(Data to examine begins)
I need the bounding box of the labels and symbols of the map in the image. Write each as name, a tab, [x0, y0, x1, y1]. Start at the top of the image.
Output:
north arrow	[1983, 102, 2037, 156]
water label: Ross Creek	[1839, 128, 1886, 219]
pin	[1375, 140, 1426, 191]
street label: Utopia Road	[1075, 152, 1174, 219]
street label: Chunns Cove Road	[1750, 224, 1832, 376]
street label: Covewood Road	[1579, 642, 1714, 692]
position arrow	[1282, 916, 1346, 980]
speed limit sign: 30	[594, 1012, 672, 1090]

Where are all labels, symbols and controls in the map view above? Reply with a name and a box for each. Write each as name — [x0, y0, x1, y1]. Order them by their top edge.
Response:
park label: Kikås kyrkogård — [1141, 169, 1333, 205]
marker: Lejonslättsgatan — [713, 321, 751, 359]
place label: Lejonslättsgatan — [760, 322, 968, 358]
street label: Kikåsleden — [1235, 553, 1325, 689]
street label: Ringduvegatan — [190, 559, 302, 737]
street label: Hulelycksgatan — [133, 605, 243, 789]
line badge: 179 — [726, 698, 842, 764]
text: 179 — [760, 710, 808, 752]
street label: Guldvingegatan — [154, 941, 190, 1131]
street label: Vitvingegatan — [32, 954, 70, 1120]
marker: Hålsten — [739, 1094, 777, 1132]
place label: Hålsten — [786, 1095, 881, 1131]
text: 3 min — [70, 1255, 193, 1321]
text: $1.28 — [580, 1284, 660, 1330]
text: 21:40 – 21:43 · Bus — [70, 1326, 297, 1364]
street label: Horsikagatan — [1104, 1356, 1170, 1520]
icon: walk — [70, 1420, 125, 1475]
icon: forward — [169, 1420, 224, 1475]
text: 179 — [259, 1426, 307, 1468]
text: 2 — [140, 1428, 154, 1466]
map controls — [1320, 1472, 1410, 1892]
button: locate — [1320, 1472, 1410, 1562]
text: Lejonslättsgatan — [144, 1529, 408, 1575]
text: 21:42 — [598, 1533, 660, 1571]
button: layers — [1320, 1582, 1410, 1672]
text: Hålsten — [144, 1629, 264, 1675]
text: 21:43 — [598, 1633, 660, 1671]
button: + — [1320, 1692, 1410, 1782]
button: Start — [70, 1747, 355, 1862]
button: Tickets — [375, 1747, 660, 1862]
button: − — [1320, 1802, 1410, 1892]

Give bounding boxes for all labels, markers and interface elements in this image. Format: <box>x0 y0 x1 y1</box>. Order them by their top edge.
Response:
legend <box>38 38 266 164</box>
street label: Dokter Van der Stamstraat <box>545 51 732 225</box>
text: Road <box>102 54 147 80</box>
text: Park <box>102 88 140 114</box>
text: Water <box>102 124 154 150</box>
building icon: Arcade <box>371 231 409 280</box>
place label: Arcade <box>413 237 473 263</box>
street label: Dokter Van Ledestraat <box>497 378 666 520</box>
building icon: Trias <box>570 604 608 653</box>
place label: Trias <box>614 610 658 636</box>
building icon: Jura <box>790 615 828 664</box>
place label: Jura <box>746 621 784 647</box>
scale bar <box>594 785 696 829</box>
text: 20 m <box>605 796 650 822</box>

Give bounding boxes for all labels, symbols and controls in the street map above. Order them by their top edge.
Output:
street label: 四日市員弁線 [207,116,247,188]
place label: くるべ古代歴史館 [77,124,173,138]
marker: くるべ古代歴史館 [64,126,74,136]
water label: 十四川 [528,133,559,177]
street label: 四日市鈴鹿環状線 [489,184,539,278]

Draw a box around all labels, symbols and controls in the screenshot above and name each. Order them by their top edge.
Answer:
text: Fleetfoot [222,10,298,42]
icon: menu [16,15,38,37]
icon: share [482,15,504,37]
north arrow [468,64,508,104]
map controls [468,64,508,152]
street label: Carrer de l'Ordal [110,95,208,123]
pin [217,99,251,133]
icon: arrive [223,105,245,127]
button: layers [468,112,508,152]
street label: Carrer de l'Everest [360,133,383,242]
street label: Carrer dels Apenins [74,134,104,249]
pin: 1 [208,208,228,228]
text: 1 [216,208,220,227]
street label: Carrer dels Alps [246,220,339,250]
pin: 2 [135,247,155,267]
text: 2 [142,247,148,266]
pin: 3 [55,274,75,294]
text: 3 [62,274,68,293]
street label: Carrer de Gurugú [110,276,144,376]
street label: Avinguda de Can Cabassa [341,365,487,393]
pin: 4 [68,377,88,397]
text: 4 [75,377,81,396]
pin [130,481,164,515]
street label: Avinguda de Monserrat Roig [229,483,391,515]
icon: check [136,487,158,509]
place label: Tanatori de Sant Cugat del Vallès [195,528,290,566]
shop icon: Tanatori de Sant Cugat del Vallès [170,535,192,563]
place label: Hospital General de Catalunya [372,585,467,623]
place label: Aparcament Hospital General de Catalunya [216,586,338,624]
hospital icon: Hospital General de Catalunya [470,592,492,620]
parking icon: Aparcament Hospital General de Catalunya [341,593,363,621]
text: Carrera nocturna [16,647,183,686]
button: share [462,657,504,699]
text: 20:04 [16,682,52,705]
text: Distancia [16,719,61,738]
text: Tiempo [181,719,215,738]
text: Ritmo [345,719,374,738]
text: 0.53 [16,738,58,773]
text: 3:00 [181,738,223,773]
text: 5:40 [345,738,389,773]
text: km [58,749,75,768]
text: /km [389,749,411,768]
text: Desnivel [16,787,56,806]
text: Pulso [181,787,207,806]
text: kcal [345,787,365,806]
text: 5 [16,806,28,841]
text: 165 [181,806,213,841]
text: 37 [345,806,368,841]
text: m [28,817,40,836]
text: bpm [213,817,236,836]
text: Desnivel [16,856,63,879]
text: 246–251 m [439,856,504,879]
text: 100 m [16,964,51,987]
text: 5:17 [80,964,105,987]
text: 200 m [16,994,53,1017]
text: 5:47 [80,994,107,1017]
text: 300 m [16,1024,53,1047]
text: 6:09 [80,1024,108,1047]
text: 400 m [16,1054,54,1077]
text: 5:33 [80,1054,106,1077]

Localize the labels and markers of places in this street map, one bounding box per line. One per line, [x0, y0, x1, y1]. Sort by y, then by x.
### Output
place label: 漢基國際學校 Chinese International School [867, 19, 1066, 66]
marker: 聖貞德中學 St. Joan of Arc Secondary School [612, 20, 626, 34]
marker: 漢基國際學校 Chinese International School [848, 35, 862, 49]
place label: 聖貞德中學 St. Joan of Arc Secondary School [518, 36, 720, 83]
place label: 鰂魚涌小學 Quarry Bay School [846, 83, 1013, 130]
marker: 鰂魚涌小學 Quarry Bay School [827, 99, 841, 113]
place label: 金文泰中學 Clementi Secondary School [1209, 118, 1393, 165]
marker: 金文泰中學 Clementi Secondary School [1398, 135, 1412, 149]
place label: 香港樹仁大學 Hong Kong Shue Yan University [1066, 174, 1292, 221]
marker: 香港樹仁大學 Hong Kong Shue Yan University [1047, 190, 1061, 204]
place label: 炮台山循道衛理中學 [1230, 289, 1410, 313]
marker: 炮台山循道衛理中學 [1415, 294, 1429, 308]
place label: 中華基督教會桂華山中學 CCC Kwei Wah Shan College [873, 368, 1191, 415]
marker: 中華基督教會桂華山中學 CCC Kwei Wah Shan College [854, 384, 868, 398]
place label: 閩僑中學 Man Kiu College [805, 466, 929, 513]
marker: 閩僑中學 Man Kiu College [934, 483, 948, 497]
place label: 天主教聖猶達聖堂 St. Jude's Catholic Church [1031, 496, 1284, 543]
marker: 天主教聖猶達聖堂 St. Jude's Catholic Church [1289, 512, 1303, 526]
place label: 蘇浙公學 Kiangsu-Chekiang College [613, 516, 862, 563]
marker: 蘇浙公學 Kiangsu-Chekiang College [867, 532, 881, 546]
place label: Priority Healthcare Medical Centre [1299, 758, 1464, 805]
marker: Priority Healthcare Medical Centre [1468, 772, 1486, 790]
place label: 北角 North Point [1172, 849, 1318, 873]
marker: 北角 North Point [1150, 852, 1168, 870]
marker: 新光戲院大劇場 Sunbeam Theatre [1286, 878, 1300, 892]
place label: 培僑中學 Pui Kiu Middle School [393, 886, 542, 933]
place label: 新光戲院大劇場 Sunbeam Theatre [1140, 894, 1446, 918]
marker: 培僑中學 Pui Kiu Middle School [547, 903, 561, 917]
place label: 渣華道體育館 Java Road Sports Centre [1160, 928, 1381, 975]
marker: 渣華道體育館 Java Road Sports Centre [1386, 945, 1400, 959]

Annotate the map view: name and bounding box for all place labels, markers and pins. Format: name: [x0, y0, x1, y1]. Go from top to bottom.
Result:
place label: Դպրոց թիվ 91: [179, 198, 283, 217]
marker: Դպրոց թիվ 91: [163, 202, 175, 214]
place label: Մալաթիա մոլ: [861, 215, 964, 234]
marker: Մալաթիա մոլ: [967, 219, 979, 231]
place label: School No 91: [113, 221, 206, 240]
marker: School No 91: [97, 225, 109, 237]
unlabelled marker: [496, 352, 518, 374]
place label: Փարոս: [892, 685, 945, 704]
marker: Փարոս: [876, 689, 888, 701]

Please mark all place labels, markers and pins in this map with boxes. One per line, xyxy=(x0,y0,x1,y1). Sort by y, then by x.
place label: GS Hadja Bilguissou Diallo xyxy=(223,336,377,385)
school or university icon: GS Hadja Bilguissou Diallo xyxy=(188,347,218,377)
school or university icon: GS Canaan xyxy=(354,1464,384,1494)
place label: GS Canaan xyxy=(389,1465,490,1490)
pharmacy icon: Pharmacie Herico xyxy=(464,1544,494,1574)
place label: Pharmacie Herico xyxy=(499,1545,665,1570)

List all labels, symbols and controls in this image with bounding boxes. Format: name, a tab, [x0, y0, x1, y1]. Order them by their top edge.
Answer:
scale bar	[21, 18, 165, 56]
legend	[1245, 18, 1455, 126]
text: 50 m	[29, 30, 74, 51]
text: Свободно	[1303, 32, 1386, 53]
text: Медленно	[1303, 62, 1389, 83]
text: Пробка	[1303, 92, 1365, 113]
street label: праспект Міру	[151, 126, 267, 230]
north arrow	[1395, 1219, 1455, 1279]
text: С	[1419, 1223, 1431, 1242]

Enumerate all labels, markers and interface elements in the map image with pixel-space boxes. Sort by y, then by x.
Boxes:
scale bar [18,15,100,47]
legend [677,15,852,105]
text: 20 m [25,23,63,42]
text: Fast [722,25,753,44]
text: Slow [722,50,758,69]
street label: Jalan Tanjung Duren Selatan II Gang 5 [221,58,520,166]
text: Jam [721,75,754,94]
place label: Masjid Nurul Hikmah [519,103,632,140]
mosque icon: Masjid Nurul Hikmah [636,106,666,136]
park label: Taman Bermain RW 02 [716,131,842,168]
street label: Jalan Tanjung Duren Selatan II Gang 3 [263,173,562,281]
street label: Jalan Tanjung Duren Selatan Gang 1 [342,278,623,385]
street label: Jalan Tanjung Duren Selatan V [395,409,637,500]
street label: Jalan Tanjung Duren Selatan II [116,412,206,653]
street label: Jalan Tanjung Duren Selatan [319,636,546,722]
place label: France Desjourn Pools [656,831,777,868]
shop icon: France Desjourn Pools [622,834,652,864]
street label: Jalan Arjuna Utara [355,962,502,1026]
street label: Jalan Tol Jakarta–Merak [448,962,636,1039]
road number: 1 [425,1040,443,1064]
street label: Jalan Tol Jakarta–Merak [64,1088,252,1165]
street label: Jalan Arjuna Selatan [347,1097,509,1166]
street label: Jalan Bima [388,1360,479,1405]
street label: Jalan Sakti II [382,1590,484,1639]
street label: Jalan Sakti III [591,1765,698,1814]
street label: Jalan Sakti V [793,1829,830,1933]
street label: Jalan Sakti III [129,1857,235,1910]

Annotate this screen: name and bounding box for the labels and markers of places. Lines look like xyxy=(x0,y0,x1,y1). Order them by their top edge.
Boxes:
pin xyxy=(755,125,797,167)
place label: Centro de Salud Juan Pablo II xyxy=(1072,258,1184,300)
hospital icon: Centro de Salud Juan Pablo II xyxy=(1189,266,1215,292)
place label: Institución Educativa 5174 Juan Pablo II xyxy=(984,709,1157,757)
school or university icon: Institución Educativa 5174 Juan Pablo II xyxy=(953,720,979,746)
(Data to examine ends)
Task objective
The lines above that hold the word "Annotate" should be found and copied out.

Result
Annotate the map view: name and bounding box for all place labels, markers and pins. Format: name: [x0, y0, x1, y1]. Go from top to bottom.
Annotate this screen: name and bounding box for the labels and markers of places. Lines look like xyxy=(x0,y0,x1,y1). Order them by their top edge.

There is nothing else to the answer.